-------- Input

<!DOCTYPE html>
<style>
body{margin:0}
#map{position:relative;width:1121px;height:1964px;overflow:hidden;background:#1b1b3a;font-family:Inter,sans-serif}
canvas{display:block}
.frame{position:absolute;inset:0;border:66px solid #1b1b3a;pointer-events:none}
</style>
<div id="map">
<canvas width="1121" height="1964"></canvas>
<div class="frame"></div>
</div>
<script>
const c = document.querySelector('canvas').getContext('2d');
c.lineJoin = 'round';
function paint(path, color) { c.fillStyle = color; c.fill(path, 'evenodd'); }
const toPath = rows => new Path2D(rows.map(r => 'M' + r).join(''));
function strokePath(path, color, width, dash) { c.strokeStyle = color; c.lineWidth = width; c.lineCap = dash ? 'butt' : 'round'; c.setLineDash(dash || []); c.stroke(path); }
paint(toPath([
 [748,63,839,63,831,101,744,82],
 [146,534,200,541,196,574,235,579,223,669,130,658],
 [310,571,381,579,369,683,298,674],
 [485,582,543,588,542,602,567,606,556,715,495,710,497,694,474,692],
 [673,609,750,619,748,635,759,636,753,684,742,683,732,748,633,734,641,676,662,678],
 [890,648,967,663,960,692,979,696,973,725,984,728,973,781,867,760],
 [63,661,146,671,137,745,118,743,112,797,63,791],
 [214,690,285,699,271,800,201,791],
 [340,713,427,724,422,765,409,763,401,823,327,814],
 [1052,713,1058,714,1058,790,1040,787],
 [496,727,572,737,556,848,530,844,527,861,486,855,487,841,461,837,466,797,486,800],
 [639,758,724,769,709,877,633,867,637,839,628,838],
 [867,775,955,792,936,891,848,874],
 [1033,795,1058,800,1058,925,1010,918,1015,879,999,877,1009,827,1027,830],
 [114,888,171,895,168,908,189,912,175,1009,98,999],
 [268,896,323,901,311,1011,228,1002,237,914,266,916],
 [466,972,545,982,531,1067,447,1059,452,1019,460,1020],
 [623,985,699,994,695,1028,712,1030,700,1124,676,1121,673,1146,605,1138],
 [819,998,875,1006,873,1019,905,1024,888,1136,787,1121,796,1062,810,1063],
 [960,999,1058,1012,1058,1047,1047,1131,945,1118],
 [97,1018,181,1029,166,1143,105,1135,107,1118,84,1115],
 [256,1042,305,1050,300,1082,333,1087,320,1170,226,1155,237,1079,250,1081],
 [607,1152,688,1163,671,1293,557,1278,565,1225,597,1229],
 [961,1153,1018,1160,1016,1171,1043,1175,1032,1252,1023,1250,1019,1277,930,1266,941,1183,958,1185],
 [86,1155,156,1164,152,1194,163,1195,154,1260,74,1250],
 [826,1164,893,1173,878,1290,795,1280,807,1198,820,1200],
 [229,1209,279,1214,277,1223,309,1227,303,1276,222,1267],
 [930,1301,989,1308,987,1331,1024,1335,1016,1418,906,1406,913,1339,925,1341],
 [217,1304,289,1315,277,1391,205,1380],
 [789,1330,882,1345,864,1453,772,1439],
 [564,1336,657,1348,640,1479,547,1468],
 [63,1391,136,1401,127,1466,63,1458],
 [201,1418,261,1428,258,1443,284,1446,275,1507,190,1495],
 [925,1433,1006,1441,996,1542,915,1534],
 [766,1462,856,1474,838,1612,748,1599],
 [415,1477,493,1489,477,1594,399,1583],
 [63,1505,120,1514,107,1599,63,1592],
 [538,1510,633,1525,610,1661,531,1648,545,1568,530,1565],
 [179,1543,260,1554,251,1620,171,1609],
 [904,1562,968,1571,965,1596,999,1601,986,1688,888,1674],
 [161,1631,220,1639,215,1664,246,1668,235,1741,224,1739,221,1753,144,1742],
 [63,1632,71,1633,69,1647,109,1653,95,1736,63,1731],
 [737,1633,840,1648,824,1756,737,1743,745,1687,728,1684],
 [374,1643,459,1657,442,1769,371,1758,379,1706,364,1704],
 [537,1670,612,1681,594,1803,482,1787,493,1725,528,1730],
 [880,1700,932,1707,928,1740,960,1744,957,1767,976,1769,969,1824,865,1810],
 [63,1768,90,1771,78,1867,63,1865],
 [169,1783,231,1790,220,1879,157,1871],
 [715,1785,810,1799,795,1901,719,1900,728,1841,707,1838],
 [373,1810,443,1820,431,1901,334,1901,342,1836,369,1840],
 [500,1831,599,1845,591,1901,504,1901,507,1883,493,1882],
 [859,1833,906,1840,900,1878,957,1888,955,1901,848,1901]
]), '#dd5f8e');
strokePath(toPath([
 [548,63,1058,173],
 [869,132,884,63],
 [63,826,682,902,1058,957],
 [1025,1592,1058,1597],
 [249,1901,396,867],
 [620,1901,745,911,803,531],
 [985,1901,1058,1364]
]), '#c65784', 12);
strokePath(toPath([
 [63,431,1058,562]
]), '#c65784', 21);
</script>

----------------

Review the material and copy each line in which the word "canvas" appears.

__Output__
canvas{display:block}
<canvas width="1121" height="1964"></canvas>
const c = document.querySelector('canvas').getContext('2d');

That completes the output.